Chainalysis は今週、最初のブロックチェーン・インテリジェンス・エージェントを立ち上げ、自動化された調査・コンプライアンス・ツールを、訓練を受けたアナリストだけでなく社内のあらゆる従業員に提供しました。
この発表は、同社の年次 Links カンファレンスで行われ、CEO の Jonathan Levin が今回の展開を、すでに AI を使って詐欺、窃盗、マネーロンダリングを拡大している犯罪者への直接的な対応として位置づけました。 Chainalysis は、何十億もの取引をスクリーニングし、10年以上にわたり1,000万件を超える調査を支援してきたと述べました。同社によれば、エージェントはそのデータセットの上に構築されており、データセットに後付けでレイヤーを重ねたものではありません。
これまで、Chainalysis プラットフォームから意味のあるインテリジェンスを抽出するには専門的なトレーニングが必要でした。新しいエージェントは、深い技術的専門知識を要さずに、経営陣、コンプライアンス担当者、調査担当者が同じ基盤データと組織としての知見にアクセスできるよう設計されています。
同社は、自社のアプローチと、市場に出ているより広範な AI エージェント製品の波との間に明確な線引きをしました。裏付けのあるドメイン固有のデータレイヤーが背後にない場合、AI エージェントは推測を生成する言語モデルにすぎない、と Levin は主張しました。Chainalysis は、自社のデータセット — 政府、金融機関、暗号資産企業が利用し、法廷で証拠として採用可能とされているもの — が、エージェントの出力を防御可能にする根拠だと位置づけています。
エージェントの構築を支配するのは4つの原則です。データ品質は最優先で、同社は、より強力なモデルはより正確な基盤データをより重要にするのであって、重要度を下げるのではないと主張します。次に文脈と推論が続き、調査のタイプやコンプライアンス上の義務にまたがって積み上げてきた Chainalysis の蓄積された専門性を活用します。
3つ目として、同社は監査可能で決定論的なワークフローを組み込み、ハイステークスな意思決定では同一の入力から同一の出力が得られるようにしています。最後に、人間は、自動化される内容と独立性のレベルについて引き続き統制を保持します。
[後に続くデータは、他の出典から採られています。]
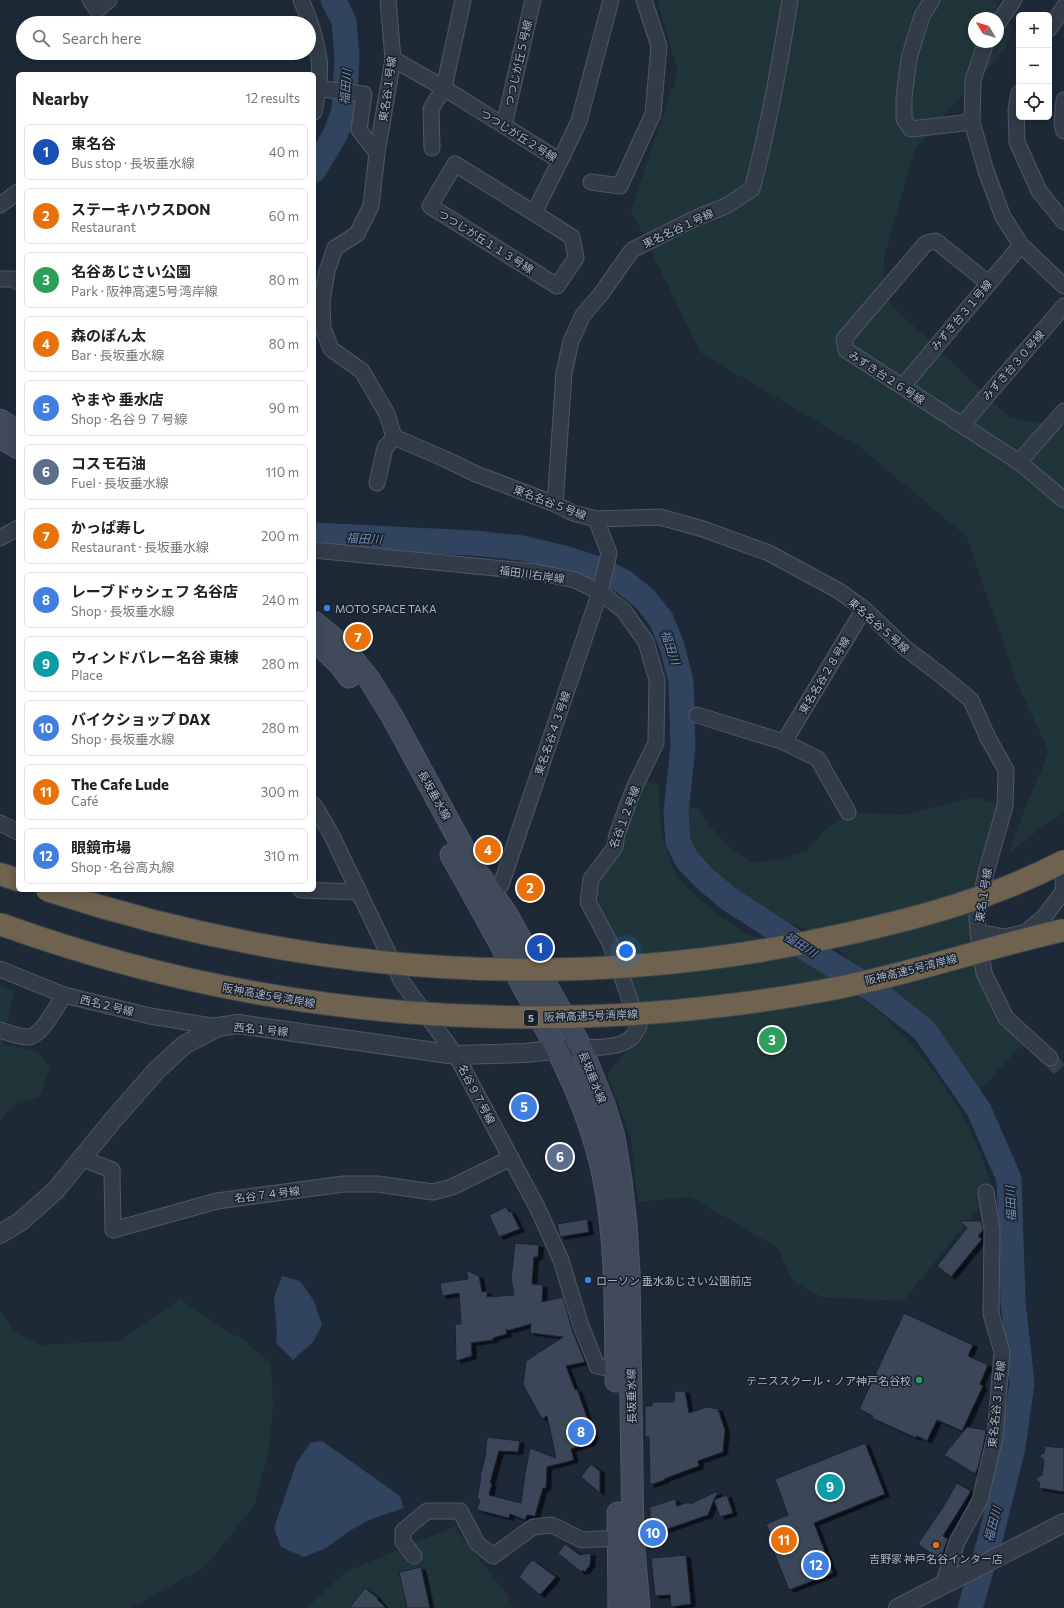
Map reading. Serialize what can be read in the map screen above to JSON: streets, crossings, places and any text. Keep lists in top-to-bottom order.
{
  "streets": {
    "highway": ["阪神高速5号湾岸線", "5"],
    "main road": ["長坂垂水線"],
    "street": [
      "つつじが丘５号線",
      "東名谷１号線",
      "つつじが丘２号線",
      "東名名谷１号線",
      "つつじが丘１１３号線",
      "みずき台３１号線",
      "みずき台３０号線",
      "みずき台２６号線",
      "東名名谷５号線",
      "福田川右岸線",
      "東名名谷２８号線",
      "東名名谷４３号線",
      "名谷１２号線",
      "東名１号線",
      "西名２号線",
      "西名１号線",
      "名谷９７号線",
      "名谷７４号線",
      "東名名谷３１号線"
    ]
  },
  "crossings": [
    ["つつじが丘５号線", "つつじが丘２号線"],
    ["東名谷１号線", "つつじが丘２号線"],
    ["東名名谷１号線", "東名名谷５号線"],
    ["みずき台３１号線", "みずき台２６号線"],
    ["みずき台３０号線", "みずき台２６号線"],
    ["東名名谷５号線", "東名名谷２８号線"],
    ["東名名谷５号線", "東名名谷４３号線"],
    ["東名名谷５号線", "東名１号線"],
    ["福田川右岸線", "東名名谷４３号線"],
    ["福田川右岸線", "名谷１２号線"],
    ["東名名谷４３号線", "長坂垂水線"],
    ["長坂垂水線", "名谷１２号線"],
    ["長坂垂水線", "西名１号線"],
    ["長坂垂水線", "名谷９７号線"],
    ["名谷１２号線", "西名１号線"],
    ["西名２号線", "西名１号線"],
    ["西名１号線", "名谷９７号線"],
    ["西名１号線", "名谷７４号線"],
    ["名谷９７号線", "名谷７４号線"]
  ],
  "water": ["福田川"],
  "places": [
    "MOTO SPACE TAKA",
    "ローソン 垂水あじさい公園前店",
    "テニススクール・ノア神戸名谷校",
    "吉野家 神戸名谷インター店"
  ],
  "north": "top left",
  "page": {
    "map_buttons": ["+", "−"],
    "search": "Search here",
    "heading": ["Nearby", "12 results"],
    "list": [
      {
        "mark": "1",
        "name": "東名谷",
        "note": "Bus stop · 長坂垂水線",
        "value": "40 m"
      },
      {
        "mark": "2",
        "name": "ステーキハウスDON",
        "note": "Restaurant",
        "value": "60 m"
      },
      {
        "mark": "3",
        "name": "名谷あじさい公園",
        "note": "Park · 阪神高速5号湾岸線",
        "value": "80 m"
      },
      {
        "mark": "4",
        "name": "森のぽん太",
        "note": "Bar · 長坂垂水線",
        "value": "80 m"
      },
      {
        "mark": "5",
        "name": "やまや 垂水店",
        "note": "Shop · 名谷９７号線",
        "value": "90 m"
      },
      {
        "mark": "6",
        "name": "コスモ石油",
        "note": "Fuel · 長坂垂水線",
        "value": "110 m"
      },
      {
        "mark": "7",
        "name": "かっぱ寿し",
        "note": "Restaurant · 長坂垂水線",
        "value": "200 m"
      },
      {
        "mark": "8",
        "name": "レーブドゥシェフ 名谷店",
        "note": "Shop · 長坂垂水線",
        "value": "240 m"
      },
      {
        "mark": "9",
        "name": "ウィンドバレー名谷 東棟",
        "note": "Place",
        "value": "280 m"
      },
      {
        "mark": "10",
        "name": "バイクショップ DAX",
        "note": "Shop · 長坂垂水線",
        "value": "280 m"
      },
      {
        "mark": "11",
        "name": "The Cafe Lude",
        "note": "Café",
        "value": "300 m"
      },
      {
        "mark": "12",
        "name": "眼鏡市場",
        "note": "Shop · 名谷高丸線",
        "value": "310 m"
      }
    ],
    "pins": [
      "7",
      "4",
      "2",
      "1",
      "3",
      "5",
      "6",
      "8",
      "9",
      "10",
      "11",
      "12"
    ]
  }
}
同社はエージェントをアナリストの代替として販売しているわけではありません。この設計では、規制対象でハイステークスな業務では意思決定者である人間をループ内に保ちつつ、エージェントに対しては、強化(エンリッチメント)、エスカレーション、レポート生成を迅速に担当させます。
開発中の初期ユースケースには、複数チェーンにまたがる調査ワークフローが含まれており、数日分の作業を数分に圧縮します。プラットフォーム全体から文脈を引き出してから、コンプライアンス上のフラグをエスカレーションするか却下するかを判断する前に行う自動アラートのエンリッチメント、そしてその場で作成できる構造化されたインテリジェンス・レポートです。チームはまた、調査またはコンプライアンス・ワークフロー向けのカスタム Web アプリケーションを構築するために、エージェントを使ったほか、大規模データセットに対して時間ベースの取引識別を実行するためにもエージェントを用いています。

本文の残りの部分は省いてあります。